Life is sweet on the farm
Supplement Charity

Life is sweet on the farm

Naomi Frankel visits a suburban farm that nurtures and cares

Naomi is a freelance journalist

Cultivating confidence is the motto behind SweetTree Farming For All – a care farm in Mill Hill that focuses on a lot more than animals and agriculture.

SweetTree Home Care Services and Farming For All came together in 2013, combining the vast care farming experience of the latter with the award-winning care and transitional living focus of the former  to create
a not for profit organisation.

“The remit is to help support people with health and social care needs, namely those who are experiencing social and educational exclusion,” explains Jude Allen, director and principal trainer of  SweetTree
Farming For All (STFFA).

“We see everybody here – the elderly with dementia, students with special educational needs, young adults referred to us by social services with learning disabilities or mental health issues. The idea is for people to come and for us to deliver services that support them, working closely with their specific plan.”

As we walk around the sprawling 14-acre farm and woodland, SweetTree founder Barry Sweetbaum tells me how this initiative encourages and enables participants to positively engage in the great outdoors through farming, horticulture and other outdoor activities.

“It has been proven that getting outside does wonders for well-being,” he says. “People who come here describe it as a haven.”

Indeed, the farm paints a peaceful picture in the morning sun, with lush greenery, red roses and the sounds of contented animals.

One client is helping with the sheep herding along with a project worker. She laughs as they follow her across the field.IMG_9364

“Activities at SweetTree Farming for All courses are tailor-made according to what that person is looking to achieve,” Barry explains.

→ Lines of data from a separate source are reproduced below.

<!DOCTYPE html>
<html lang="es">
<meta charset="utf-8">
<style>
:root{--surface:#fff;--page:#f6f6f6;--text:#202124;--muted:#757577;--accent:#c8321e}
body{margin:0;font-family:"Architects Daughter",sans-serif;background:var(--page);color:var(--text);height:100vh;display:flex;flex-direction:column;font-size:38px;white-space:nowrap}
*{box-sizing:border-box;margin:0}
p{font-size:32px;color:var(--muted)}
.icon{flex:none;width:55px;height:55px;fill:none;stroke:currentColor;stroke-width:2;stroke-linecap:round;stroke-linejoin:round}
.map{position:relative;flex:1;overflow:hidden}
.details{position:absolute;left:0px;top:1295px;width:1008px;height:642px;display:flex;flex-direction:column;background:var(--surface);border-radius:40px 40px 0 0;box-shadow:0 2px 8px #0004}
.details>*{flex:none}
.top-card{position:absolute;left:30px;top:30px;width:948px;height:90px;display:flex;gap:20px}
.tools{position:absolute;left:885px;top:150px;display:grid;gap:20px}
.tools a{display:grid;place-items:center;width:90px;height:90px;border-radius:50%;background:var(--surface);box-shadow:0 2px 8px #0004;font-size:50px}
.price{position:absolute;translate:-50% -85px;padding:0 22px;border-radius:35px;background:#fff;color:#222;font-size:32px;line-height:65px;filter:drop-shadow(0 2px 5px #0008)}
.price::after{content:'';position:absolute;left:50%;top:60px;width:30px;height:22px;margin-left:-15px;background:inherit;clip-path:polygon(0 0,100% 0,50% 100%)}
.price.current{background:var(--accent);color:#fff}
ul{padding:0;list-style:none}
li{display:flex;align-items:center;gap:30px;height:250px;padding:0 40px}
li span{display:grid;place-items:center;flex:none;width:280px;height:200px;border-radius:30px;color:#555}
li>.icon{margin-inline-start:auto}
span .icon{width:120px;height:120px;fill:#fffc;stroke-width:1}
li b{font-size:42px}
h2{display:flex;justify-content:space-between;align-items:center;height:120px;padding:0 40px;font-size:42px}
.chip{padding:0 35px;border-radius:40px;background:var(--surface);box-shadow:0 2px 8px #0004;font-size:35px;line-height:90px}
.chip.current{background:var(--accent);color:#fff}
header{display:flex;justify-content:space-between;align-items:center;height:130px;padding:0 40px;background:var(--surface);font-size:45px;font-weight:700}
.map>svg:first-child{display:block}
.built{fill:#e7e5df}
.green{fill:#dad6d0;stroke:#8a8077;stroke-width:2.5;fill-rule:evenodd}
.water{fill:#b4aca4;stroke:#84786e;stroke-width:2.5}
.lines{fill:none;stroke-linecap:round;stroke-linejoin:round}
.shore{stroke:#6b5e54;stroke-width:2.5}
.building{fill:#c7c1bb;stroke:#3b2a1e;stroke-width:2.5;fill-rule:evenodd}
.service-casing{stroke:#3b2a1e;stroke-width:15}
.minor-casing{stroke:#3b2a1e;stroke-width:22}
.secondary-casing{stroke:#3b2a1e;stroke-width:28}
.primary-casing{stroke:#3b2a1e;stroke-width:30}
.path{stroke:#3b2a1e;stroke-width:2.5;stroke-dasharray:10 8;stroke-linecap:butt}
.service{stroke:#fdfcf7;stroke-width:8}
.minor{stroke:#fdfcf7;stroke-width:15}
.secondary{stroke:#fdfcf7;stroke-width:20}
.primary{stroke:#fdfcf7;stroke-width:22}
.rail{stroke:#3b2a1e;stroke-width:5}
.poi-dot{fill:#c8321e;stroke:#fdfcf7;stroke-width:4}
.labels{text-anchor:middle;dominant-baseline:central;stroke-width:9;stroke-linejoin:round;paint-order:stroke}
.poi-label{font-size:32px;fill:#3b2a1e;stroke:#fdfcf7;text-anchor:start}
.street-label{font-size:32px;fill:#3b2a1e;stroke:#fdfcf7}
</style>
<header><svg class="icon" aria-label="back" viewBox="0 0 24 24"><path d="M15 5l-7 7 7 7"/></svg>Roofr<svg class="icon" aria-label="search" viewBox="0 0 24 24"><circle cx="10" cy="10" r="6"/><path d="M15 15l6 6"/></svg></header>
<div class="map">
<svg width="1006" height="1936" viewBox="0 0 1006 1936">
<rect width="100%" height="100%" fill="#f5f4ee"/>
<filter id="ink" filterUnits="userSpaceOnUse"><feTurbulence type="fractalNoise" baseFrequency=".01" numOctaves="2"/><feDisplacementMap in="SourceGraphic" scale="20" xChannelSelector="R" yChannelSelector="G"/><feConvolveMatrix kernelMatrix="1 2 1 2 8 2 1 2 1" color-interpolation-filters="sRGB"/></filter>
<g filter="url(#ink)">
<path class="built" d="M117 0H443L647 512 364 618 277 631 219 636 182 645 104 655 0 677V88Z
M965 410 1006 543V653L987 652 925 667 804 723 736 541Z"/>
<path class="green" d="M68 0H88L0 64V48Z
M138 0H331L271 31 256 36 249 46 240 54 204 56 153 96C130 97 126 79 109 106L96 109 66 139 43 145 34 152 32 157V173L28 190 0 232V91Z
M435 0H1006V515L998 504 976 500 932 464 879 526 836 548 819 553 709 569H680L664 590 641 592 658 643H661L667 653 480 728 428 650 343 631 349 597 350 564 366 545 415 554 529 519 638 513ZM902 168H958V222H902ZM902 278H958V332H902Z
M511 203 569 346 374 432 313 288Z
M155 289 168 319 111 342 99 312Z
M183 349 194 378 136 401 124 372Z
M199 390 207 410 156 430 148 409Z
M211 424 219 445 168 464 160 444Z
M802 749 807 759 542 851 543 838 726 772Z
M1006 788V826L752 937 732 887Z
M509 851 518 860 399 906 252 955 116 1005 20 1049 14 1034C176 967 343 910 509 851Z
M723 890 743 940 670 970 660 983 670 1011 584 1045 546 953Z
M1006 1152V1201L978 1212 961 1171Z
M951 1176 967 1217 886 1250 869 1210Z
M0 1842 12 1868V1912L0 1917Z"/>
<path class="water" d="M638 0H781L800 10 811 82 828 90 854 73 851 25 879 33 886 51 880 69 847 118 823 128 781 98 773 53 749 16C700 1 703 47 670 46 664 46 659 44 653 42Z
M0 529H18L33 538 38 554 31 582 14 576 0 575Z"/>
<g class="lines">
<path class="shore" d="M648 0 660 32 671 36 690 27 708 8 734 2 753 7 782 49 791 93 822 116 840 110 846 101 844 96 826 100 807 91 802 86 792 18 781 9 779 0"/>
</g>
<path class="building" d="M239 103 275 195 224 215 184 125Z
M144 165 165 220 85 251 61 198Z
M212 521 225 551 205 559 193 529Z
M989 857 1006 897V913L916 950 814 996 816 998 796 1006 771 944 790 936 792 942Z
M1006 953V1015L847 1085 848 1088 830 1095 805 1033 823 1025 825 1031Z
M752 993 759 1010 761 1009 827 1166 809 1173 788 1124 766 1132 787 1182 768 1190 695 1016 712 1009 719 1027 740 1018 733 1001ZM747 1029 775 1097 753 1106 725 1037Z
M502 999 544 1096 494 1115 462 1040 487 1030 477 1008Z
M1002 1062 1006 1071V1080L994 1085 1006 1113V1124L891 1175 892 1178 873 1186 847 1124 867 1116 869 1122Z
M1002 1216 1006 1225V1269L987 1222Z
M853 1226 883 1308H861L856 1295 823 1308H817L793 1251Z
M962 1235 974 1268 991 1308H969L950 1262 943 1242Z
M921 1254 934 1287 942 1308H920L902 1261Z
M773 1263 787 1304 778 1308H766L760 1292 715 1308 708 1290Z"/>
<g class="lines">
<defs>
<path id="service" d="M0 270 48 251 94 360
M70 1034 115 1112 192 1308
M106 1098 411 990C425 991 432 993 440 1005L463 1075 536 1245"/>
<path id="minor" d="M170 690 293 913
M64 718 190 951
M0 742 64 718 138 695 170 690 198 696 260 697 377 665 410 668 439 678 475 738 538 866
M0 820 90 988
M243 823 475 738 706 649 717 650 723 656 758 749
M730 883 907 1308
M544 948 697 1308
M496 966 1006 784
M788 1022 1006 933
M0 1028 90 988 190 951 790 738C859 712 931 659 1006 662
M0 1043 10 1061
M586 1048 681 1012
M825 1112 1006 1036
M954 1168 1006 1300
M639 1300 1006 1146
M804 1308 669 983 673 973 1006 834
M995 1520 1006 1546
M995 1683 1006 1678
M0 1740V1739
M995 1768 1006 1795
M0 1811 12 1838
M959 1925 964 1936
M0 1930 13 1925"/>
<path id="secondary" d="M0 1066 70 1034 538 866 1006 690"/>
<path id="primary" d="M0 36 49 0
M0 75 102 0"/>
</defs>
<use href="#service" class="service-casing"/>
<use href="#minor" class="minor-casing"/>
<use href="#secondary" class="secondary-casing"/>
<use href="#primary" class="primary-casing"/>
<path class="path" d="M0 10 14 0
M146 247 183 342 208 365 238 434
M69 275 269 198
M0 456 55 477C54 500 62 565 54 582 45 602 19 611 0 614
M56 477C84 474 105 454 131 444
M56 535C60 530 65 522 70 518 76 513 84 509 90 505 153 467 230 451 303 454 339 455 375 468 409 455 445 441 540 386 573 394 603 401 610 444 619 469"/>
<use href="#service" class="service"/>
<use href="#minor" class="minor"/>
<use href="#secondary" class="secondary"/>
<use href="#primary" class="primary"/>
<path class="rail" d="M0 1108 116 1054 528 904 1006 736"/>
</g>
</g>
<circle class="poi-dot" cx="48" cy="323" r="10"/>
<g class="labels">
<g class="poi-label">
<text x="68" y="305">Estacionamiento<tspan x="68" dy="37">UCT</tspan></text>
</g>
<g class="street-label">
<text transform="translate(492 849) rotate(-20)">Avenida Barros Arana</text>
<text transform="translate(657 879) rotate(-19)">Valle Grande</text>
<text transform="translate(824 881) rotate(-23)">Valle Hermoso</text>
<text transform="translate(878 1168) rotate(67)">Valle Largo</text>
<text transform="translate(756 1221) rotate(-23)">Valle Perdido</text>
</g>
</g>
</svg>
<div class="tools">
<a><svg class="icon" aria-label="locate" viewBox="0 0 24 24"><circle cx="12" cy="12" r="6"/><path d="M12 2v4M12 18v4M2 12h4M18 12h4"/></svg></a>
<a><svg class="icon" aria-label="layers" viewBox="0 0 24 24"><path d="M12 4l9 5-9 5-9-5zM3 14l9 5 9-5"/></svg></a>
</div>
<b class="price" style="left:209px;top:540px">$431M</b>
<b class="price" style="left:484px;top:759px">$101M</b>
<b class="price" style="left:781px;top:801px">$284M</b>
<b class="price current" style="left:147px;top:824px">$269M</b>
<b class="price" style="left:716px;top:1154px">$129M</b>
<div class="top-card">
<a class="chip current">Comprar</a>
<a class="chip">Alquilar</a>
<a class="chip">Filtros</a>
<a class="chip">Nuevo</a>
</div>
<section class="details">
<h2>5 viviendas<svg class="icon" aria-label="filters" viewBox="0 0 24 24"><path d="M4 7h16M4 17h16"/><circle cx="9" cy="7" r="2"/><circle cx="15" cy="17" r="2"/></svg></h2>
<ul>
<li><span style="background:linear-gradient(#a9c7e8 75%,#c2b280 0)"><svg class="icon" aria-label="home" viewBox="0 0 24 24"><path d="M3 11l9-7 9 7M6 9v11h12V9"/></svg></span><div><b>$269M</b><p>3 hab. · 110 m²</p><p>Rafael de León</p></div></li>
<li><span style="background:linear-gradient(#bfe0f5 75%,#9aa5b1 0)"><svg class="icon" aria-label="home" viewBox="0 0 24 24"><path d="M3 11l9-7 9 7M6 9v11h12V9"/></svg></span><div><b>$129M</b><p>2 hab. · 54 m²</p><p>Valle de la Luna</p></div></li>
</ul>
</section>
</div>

“There is a regular routine structure for the day, but people also have their own choices. The farm is used as a vehicle to help reach personal goals. Everything we do is embedded with transferrable skills for life; communication, literacy, numeracy and teamwork.”

Jude adds: “For example, sheep herding would be working to build up teamwork and communication skills. Instead of us saying, ‘Right we’re going to get the sheep in, this is how you do it’, we safely encourage them to plan and learn from trial and error.”

As we approach the donkeys, Barry explains: “Keeping our vulnerable clientele in mind, we only keep gentle, non-aggressive breeds.

“Animals are non-judgmental of disability, addiction or background, so people feel safe, valued and respected.”

It is clear the utmost care has been put into the design of STFFA to ensure specific support for those who come, from picture labels on drawers to helpful signs dotted around.

Jude shows me how the rabbit hutches, which used to be on the floor, are now raised up, especially for one client with cerebral palsy who struggles with bending down.sweet tree farm 4

“He calls them ‘my rabbits’, that’s how meaningful coming here has become for him.”

SweetTree’s emphasis is on slowly reducing support so self-confidence is built along with the ability to interact with the world at large.

“Here is our safe FlexiFarm space,” Barry says, waving his arm around a carefully divided patch of land. “It is designed to help those with social problems, such as autism, who find transition difficult.”

Barry demonstrates how the large entry gate is left open for a client in a car outside, then slowly closed as that individual becomes more comfortable in their surroundings.

“There are clear physical barriers, such as thick screening so the sheep are just seen, reducing anxiety. In the next area, the space is more exposed to the environment and more people can slowly be introduced, or a single animal in some cases.”

My tour gives me an insight into the fun, educational times to be had at SweetTree Fields Farm. I meet goats, chickens, view a space with giant outdoor musical instruments, a wildflower meadow, a yurt learning space and a woodland assault course.

“We also host structured school, Forest School, and summer holiday programs for young people of all abilities,” says Barry.

Volunteer Jodie is watering one of the allotments.  She says: “Clients also have the option of gardening, potting plants, sorting chicken eggs to be sold or making lunch for everyone using our fresh produce. Everybody loves working here, myself included.”